╭─ Source data

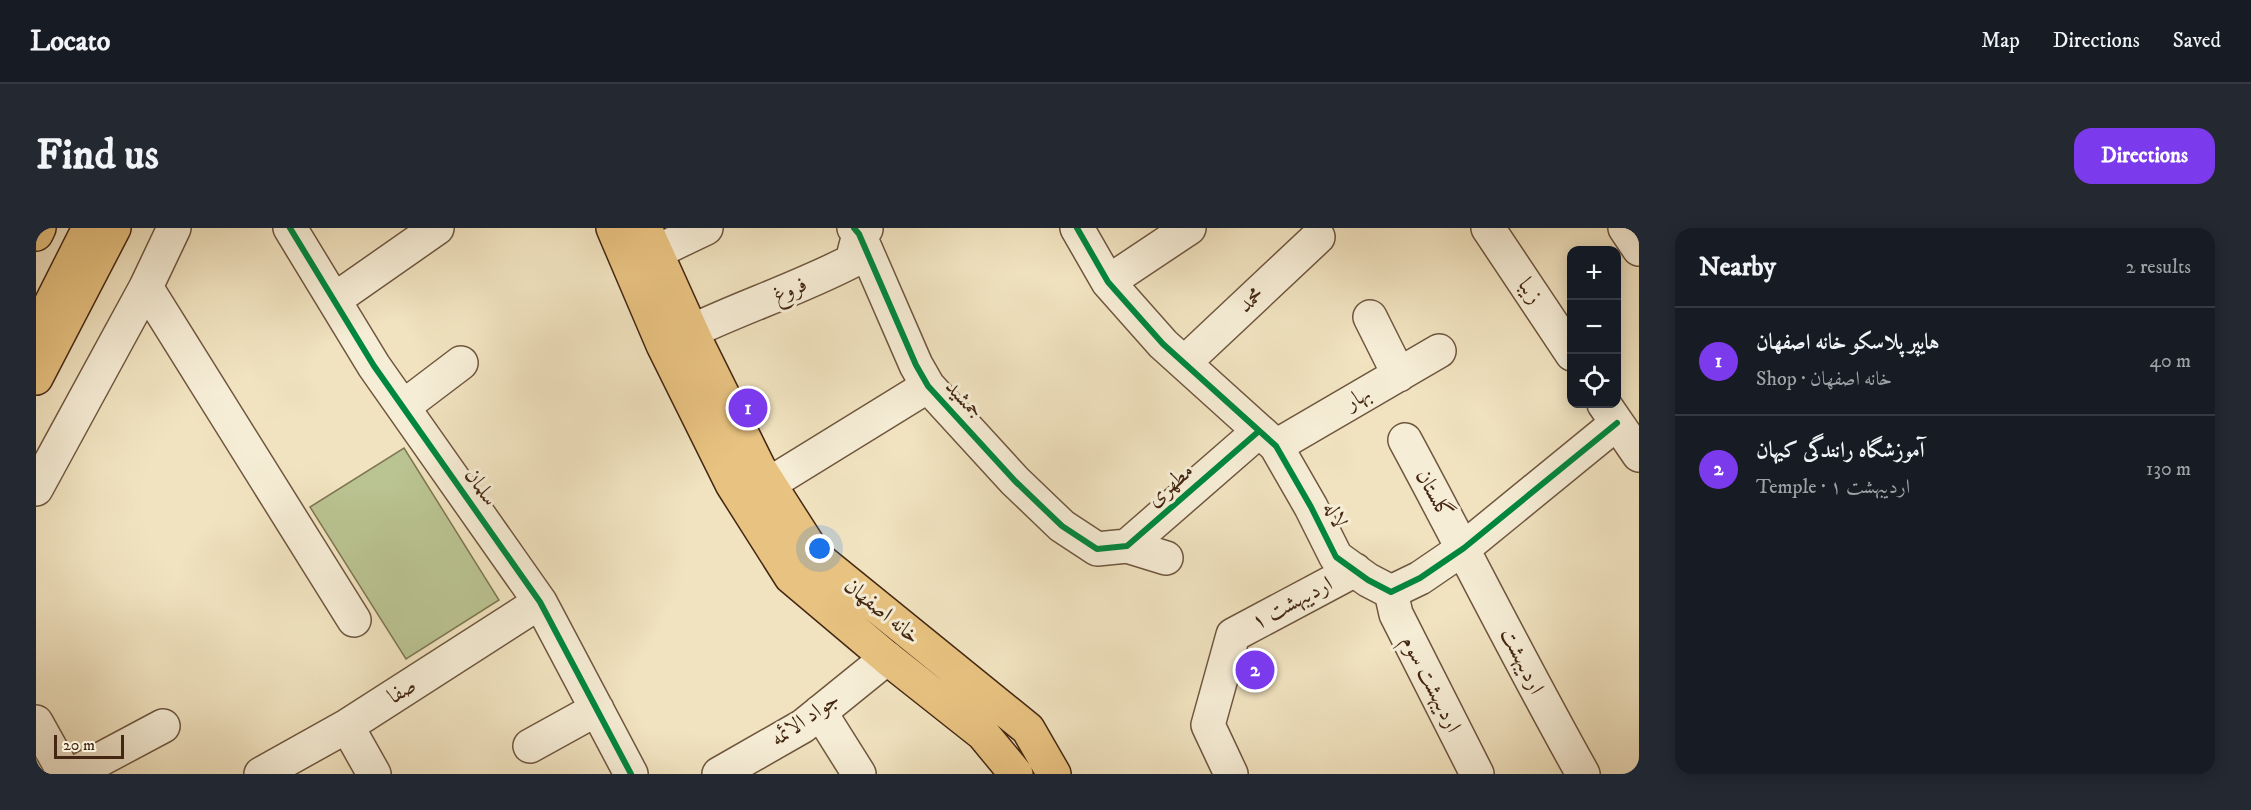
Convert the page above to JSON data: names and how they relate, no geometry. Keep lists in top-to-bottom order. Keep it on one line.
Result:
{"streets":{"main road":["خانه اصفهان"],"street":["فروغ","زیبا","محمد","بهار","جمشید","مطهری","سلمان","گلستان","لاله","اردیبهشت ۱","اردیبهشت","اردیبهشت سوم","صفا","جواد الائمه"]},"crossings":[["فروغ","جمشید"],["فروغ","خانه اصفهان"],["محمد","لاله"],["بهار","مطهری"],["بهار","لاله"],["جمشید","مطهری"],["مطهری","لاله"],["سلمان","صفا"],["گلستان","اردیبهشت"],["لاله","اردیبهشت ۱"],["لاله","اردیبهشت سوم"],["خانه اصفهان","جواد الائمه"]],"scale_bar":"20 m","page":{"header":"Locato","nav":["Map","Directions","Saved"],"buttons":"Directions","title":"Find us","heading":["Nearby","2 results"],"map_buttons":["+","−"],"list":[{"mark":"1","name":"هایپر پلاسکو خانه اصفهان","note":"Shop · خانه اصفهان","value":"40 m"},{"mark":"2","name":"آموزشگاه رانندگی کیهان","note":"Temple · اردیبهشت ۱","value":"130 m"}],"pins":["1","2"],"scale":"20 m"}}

╰─

### Task instructions
All lines that contain the word "page" should be copied from the listing.

### Exercise solution
Convert the page above to JSON data: names and how they relate, no geometry. Keep lists in top-to-bottom order. Keep it on one line.
{"streets":{"main road":["خانه اصفهان"],"street":["فروغ","زیبا","محمد","بهار","جمشید","مطهری","سلمان","گلستان","لاله","اردیبهشت ۱","اردیبهشت","اردیبهشت سوم","صفا","جواد الائمه"]},"crossings":[["فروغ","جمشید"],["فروغ","خانه اصفهان"],["محمد","لاله"],["بهار","مطهری"],["بهار","لاله"],["جمشید","مطهری"],["مطهری","لاله"],["سلمان","صفا"],["گلستان","اردیبهشت"],["لاله","اردیبهشت ۱"],["لاله","اردیبهشت سوم"],["خانه اصفهان","جواد الائمه"]],"scale_bar":"20 m","page":{"header":"Locato","nav":["Map","Directions","Saved"],"buttons":"Directions","title":"Find us","heading":["Nearby","2 results"],"map_buttons":["+","−"],"list":[{"mark":"1","name":"هایپر پلاسکو خانه اصفهان","note":"Shop · خانه اصفهان","value":"40 m"},{"mark":"2","name":"آموزشگاه رانندگی کیهان","note":"Temple · اردیبهشت ۱","value":"130 m"}],"pins":["1","2"],"scale":"20 m"}}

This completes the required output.